● Exercise requirements
Each line in the data holding "selected" should be listed.

Saved data entries:
══════════
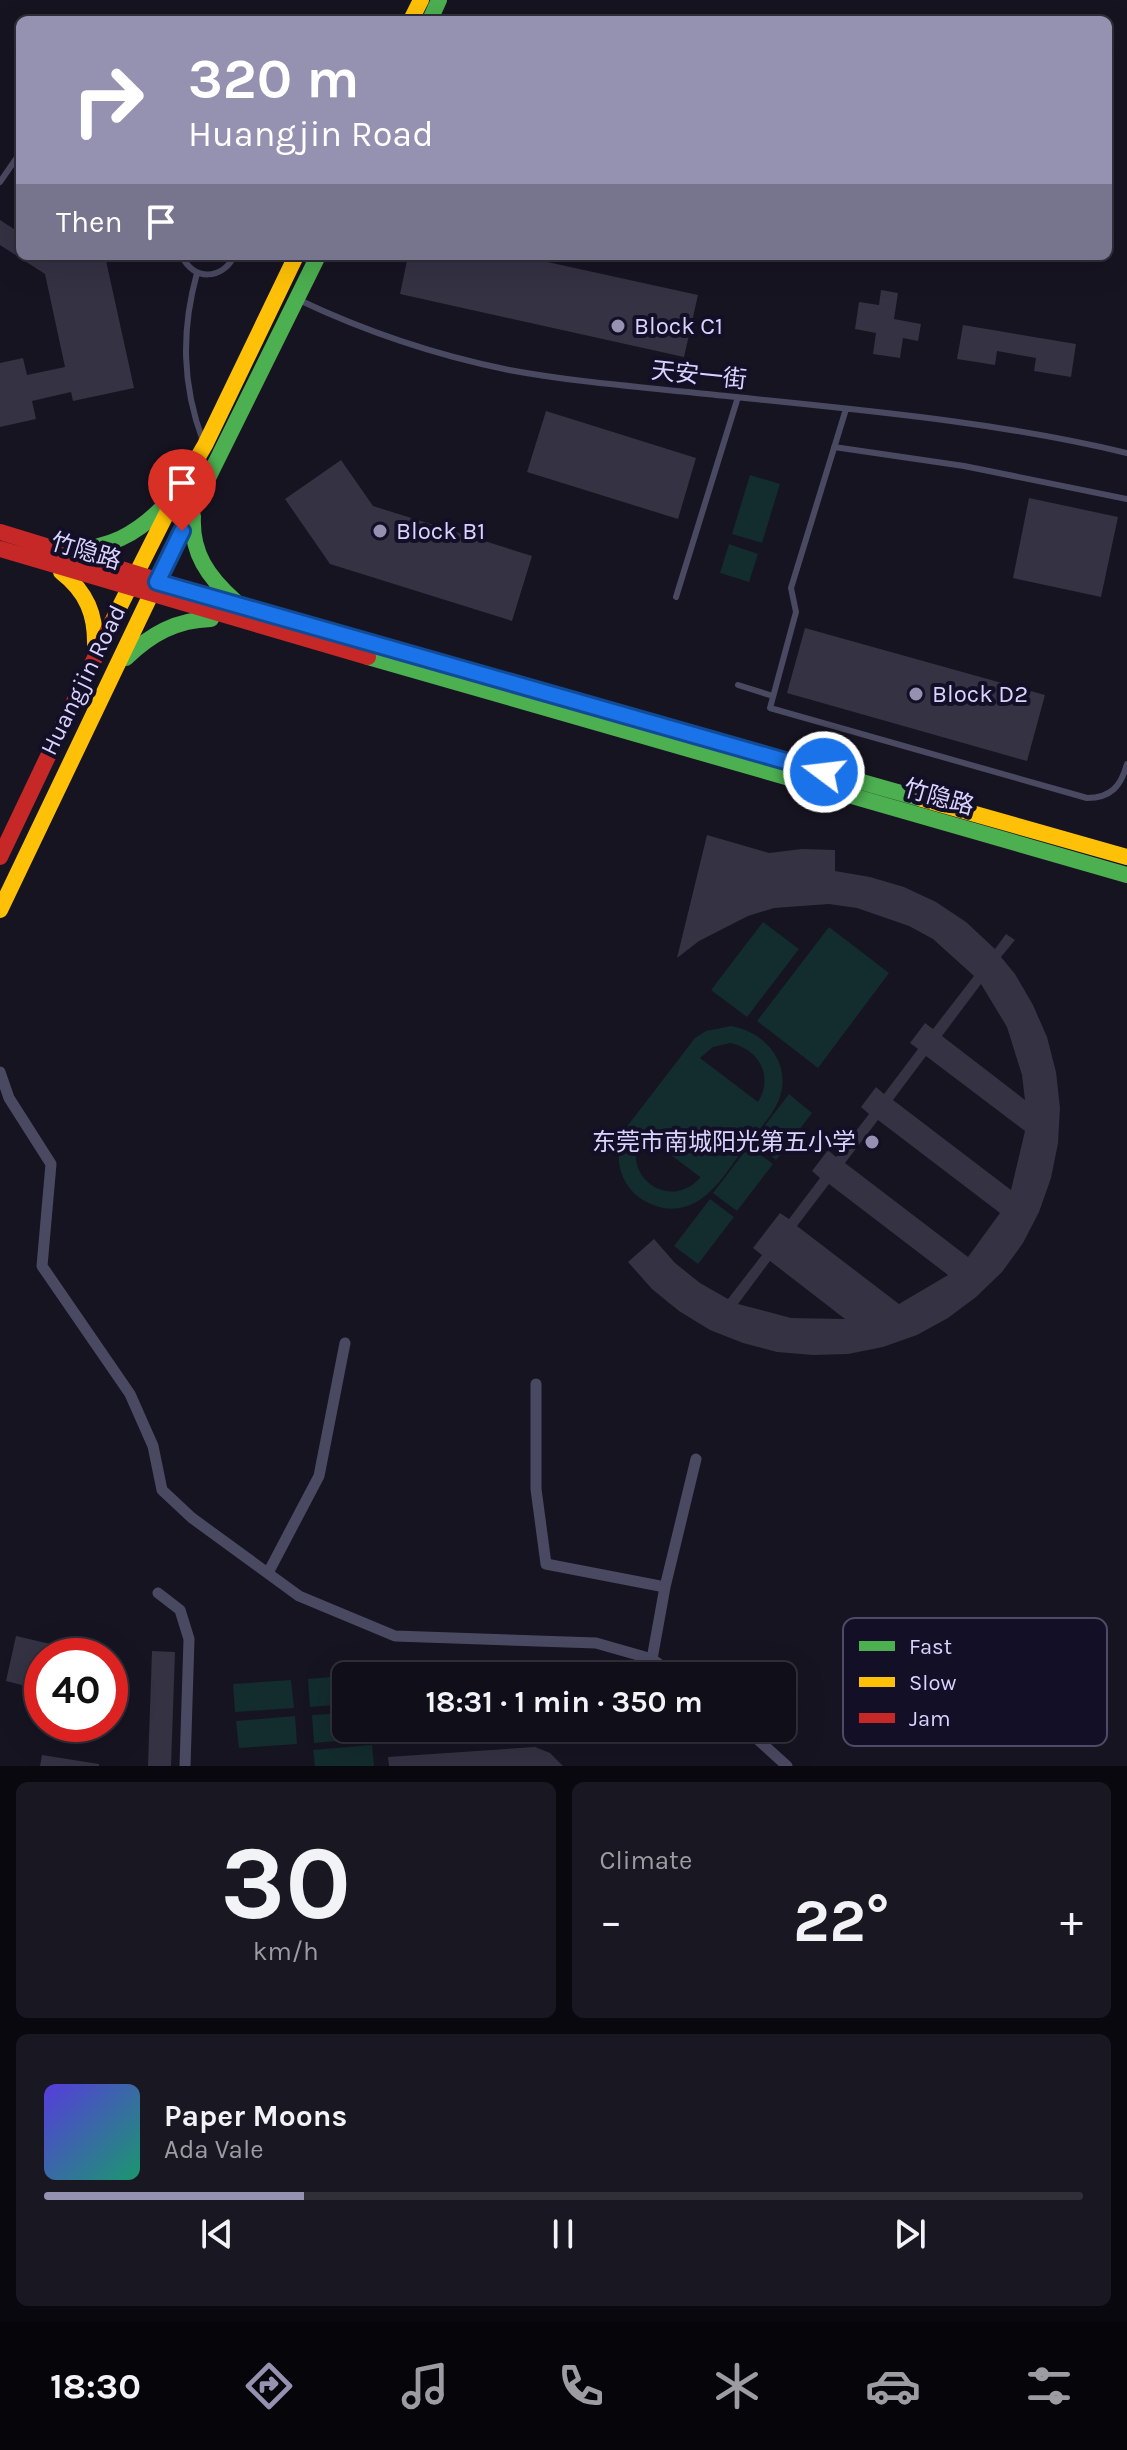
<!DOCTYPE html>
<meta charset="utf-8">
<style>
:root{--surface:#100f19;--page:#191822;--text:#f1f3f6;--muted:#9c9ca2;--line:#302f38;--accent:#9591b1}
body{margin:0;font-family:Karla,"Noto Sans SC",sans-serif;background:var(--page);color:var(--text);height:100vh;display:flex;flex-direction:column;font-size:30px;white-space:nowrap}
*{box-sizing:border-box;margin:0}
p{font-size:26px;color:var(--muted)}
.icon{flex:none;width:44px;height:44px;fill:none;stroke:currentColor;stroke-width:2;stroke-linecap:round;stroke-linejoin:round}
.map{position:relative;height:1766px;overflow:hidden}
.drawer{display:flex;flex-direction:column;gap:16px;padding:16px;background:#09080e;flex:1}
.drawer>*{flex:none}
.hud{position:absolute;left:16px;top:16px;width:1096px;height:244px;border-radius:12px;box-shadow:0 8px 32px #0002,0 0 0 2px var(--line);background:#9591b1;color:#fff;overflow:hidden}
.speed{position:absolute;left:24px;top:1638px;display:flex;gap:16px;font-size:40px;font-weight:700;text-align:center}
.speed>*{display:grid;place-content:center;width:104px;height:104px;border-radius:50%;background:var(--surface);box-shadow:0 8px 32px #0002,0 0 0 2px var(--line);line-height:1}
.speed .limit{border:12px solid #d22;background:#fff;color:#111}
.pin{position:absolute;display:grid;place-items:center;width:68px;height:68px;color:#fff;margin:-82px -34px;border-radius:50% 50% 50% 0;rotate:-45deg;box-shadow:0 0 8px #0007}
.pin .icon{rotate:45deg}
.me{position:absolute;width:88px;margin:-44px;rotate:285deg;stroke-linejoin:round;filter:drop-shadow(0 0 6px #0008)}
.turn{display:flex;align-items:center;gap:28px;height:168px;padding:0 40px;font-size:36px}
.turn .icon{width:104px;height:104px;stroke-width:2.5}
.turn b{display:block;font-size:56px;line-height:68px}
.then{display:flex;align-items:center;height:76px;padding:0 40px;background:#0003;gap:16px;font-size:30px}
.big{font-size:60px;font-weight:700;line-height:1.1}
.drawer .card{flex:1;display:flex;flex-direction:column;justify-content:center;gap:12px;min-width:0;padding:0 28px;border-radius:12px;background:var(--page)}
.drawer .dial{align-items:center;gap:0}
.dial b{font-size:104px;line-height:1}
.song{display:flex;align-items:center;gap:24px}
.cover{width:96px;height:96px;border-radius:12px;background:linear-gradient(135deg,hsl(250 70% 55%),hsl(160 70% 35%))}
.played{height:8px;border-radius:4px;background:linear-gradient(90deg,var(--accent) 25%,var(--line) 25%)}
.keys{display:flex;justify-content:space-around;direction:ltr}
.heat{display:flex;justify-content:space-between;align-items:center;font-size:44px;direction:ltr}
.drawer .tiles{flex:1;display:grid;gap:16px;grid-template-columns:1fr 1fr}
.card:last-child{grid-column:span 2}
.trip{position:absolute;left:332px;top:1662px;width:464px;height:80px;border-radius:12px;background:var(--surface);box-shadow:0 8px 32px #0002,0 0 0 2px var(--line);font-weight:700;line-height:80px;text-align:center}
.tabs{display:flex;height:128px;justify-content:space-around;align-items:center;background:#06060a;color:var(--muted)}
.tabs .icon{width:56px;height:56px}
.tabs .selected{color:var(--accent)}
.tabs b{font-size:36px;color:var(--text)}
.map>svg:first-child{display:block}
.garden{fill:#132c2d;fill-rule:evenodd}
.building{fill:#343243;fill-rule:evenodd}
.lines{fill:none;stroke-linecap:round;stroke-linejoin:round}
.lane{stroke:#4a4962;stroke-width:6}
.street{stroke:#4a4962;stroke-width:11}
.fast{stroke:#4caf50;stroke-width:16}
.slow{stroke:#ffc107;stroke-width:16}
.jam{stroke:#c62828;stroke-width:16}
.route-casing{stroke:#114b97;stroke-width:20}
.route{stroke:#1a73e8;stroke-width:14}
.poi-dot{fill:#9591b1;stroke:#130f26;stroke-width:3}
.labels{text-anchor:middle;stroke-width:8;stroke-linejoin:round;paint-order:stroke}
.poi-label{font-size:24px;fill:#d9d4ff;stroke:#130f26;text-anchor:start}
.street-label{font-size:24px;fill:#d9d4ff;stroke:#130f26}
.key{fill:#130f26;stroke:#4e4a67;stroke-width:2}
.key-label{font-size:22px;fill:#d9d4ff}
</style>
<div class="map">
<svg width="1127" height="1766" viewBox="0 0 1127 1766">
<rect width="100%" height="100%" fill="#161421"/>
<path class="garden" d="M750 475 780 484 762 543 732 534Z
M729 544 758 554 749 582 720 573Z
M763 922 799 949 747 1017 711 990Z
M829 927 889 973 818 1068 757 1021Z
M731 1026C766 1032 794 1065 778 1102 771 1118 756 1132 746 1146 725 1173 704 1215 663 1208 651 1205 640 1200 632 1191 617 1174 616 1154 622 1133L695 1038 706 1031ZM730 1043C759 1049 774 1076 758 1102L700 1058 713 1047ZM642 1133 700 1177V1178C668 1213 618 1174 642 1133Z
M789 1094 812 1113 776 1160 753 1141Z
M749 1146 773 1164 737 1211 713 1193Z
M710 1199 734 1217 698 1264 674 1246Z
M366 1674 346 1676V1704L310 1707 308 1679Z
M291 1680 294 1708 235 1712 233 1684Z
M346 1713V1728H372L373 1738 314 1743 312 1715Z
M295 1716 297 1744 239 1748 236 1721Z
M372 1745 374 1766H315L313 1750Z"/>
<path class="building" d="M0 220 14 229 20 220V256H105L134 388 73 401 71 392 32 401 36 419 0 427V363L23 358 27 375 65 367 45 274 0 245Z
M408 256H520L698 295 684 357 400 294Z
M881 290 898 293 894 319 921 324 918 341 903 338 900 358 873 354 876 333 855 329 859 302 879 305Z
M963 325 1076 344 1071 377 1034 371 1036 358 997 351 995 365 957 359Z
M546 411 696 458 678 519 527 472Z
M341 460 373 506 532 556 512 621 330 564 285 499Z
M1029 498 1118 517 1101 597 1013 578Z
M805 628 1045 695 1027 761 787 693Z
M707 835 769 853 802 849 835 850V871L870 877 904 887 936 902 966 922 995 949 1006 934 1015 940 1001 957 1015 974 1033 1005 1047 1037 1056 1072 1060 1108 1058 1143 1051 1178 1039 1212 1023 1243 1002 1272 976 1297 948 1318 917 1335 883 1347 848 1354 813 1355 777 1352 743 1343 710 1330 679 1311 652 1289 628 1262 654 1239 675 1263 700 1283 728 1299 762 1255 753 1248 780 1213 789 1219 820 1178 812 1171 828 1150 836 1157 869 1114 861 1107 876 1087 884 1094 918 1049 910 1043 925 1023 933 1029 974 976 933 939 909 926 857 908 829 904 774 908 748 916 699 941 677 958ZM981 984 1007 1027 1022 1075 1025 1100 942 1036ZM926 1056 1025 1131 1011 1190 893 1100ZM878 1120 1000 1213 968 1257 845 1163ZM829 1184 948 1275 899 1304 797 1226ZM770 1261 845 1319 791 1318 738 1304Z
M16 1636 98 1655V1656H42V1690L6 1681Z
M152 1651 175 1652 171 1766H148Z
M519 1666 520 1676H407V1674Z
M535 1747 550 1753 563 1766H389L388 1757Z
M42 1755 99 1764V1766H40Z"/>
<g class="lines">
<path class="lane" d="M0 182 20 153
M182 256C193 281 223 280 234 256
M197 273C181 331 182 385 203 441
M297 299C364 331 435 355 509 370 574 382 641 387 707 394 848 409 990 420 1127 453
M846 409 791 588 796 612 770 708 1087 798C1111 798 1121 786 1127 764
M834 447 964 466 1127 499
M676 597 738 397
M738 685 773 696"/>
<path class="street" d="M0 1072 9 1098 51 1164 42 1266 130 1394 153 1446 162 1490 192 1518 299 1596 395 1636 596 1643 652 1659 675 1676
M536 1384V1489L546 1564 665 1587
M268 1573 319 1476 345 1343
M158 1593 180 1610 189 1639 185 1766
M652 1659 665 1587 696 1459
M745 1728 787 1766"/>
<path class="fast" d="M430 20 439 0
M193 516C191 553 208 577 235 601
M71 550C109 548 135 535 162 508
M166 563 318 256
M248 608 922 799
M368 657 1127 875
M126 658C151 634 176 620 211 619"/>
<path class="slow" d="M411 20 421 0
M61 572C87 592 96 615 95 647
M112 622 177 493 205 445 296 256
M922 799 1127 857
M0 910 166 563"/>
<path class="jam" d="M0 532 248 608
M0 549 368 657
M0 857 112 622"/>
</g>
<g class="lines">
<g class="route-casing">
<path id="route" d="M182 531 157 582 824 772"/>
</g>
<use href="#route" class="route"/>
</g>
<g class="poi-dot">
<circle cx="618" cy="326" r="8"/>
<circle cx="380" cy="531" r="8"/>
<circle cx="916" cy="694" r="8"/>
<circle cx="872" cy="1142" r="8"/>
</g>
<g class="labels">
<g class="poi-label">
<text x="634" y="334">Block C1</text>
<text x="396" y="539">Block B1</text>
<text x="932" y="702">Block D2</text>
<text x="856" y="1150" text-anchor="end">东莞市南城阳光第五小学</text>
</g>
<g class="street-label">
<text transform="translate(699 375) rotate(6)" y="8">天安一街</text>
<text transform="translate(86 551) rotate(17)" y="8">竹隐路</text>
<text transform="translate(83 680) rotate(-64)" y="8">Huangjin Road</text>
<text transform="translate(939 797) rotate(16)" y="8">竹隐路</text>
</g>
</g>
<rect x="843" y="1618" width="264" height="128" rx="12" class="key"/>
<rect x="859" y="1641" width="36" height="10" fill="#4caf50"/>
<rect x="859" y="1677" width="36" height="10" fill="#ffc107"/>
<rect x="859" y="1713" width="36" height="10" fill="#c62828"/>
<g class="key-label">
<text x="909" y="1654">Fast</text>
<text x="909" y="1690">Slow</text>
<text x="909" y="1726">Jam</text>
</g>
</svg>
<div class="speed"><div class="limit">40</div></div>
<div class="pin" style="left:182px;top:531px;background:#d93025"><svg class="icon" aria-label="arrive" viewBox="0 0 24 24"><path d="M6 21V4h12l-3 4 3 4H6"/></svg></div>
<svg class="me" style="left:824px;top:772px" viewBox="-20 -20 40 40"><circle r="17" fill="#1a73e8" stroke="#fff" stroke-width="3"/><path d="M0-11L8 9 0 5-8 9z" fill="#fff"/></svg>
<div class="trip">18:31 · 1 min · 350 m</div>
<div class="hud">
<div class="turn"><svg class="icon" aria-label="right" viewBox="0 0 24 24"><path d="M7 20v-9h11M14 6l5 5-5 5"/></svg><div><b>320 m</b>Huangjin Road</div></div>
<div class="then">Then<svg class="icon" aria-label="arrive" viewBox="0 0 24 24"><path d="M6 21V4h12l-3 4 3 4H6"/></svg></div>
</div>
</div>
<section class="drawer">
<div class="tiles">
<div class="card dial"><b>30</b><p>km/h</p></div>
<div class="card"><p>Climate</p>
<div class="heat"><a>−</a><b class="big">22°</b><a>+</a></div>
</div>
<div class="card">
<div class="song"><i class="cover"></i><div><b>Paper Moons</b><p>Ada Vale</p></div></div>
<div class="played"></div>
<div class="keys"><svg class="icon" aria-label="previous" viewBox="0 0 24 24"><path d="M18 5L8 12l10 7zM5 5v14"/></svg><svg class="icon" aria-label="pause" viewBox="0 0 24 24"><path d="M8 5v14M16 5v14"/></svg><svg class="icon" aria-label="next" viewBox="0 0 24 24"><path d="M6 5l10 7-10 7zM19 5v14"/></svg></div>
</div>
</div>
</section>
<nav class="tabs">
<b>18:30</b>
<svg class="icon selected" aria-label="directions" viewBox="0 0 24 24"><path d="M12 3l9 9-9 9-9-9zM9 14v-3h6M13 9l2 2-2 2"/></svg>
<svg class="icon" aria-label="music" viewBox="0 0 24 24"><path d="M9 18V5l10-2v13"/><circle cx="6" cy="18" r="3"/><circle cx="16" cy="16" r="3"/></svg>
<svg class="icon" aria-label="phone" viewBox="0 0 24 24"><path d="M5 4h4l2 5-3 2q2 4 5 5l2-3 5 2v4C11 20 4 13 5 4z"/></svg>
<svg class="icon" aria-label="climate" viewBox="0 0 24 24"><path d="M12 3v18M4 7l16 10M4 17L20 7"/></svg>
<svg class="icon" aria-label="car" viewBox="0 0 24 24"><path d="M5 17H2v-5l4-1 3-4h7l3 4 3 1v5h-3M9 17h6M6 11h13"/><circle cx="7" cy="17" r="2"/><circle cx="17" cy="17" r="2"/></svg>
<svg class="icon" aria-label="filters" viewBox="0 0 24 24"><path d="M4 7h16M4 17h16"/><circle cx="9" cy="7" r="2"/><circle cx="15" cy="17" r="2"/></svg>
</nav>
══════════
● Written solution
.tabs .selected{color:var(--accent)}
<svg class="icon selected" aria-label="directions" viewBox="0 0 24 24"><path d="M12 3l9 9-9 9-9-9zM9 14v-3h6M13 9l2 2-2 2"/></svg>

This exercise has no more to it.